What is needed
Repeat every line of the data exactly, but not the pictures.

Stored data
-*-*-

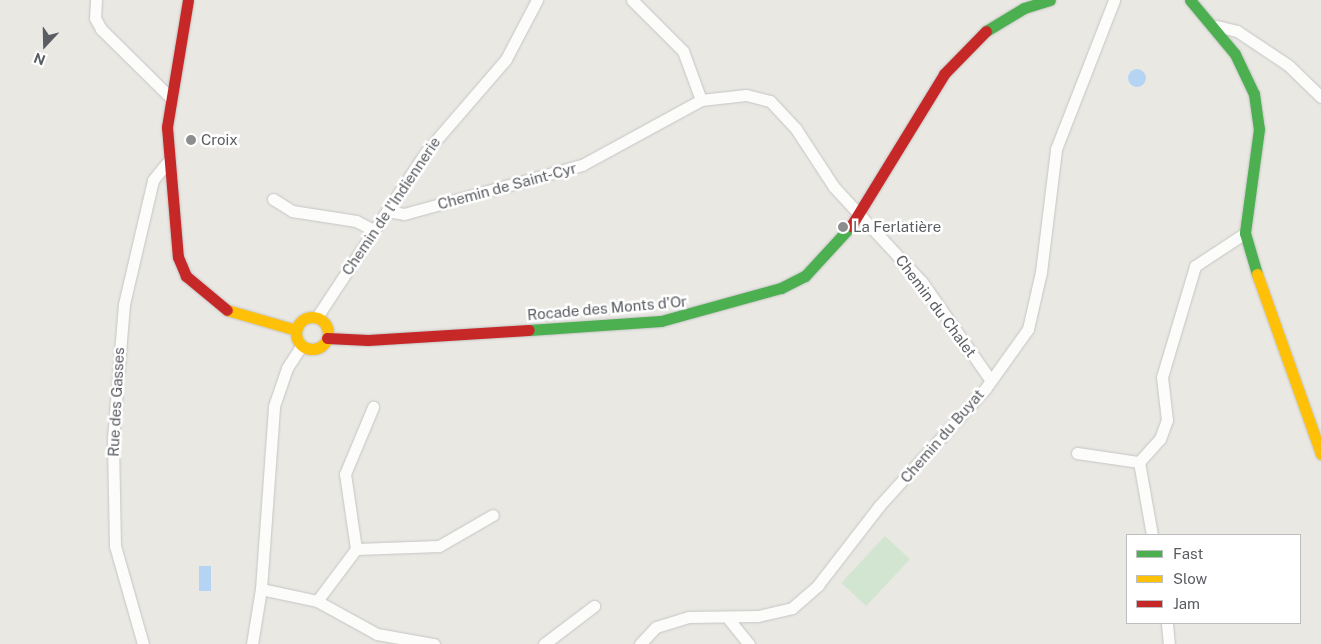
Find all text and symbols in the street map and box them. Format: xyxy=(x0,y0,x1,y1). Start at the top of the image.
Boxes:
north arrow xyxy=(20,20,70,70)
text: N xyxy=(32,50,48,68)
place label: Croix xyxy=(201,131,238,149)
street label: Chemin de l'Indiennerie xyxy=(338,133,444,279)
marker: Croix xyxy=(185,134,197,146)
street label: Chemin de Saint-Cyr xyxy=(435,159,579,213)
place label: La Ferlatière xyxy=(853,218,941,236)
marker: La Ferlatière xyxy=(837,221,849,233)
street label: Chemin du Chalet xyxy=(892,251,980,361)
street label: Rocade des Monts d'Or xyxy=(526,292,688,324)
street label: Rue des Gasses xyxy=(104,347,128,457)
street label: Chemin du Buyat xyxy=(896,385,988,487)
legend xyxy=(1126,534,1301,624)
text: Fast xyxy=(1173,545,1203,562)
text: Slow xyxy=(1173,570,1207,587)
text: Jam xyxy=(1173,595,1200,612)

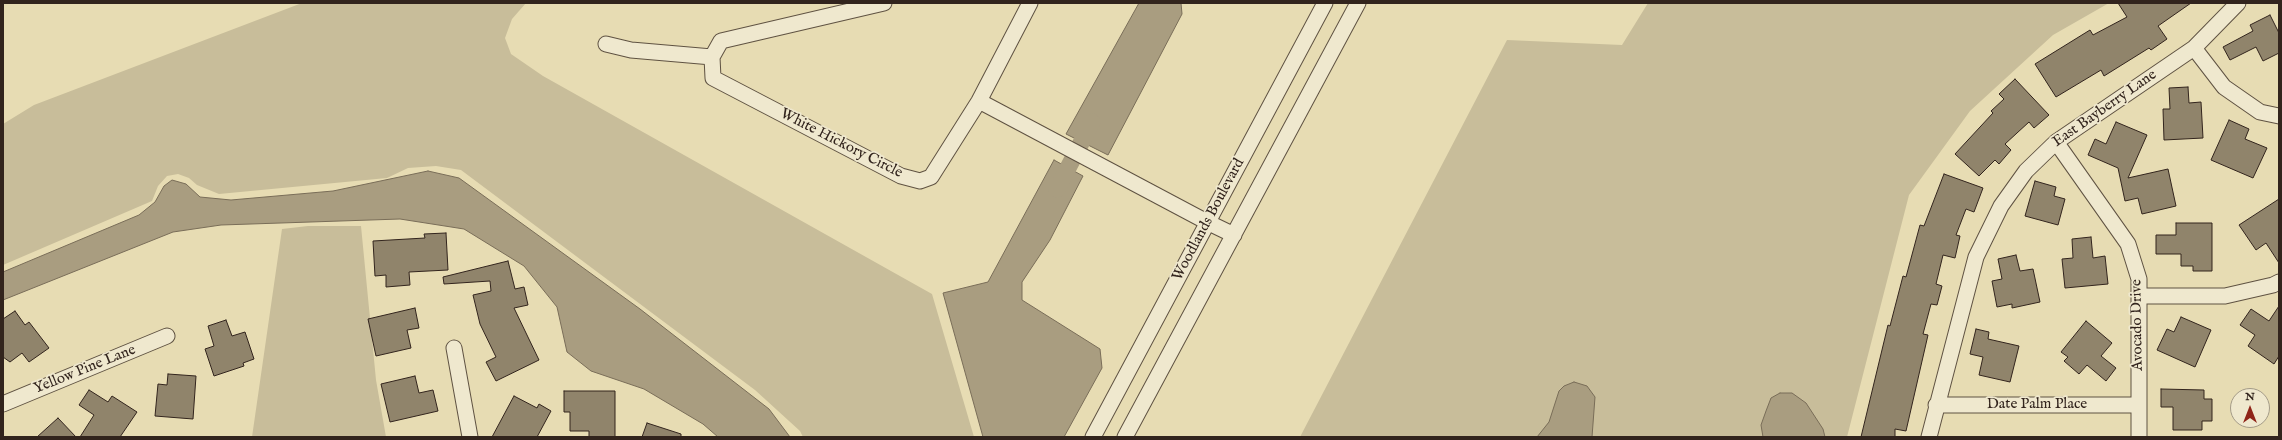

-*-*-

Written answer
Find all text and symbols in the street map and box them. Format: xyxy=(x0,y0,x1,y1). Start at the top of the image.
Boxes:
north arrow xyxy=(20,20,70,70)
text: N xyxy=(32,50,48,68)
place label: Croix xyxy=(201,131,238,149)
street label: Chemin de l'Indiennerie xyxy=(338,133,444,279)
marker: Croix xyxy=(185,134,197,146)
street label: Chemin de Saint-Cyr xyxy=(435,159,579,213)
place label: La Ferlatière xyxy=(853,218,941,236)
marker: La Ferlatière xyxy=(837,221,849,233)
street label: Chemin du Chalet xyxy=(892,251,980,361)
street label: Rocade des Monts d'Or xyxy=(526,292,688,324)
street label: Rue des Gasses xyxy=(104,347,128,457)
street label: Chemin du Buyat xyxy=(896,385,988,487)
legend xyxy=(1126,534,1301,624)
text: Fast xyxy=(1173,545,1203,562)
text: Slow xyxy=(1173,570,1207,587)
text: Jam xyxy=(1173,595,1200,612)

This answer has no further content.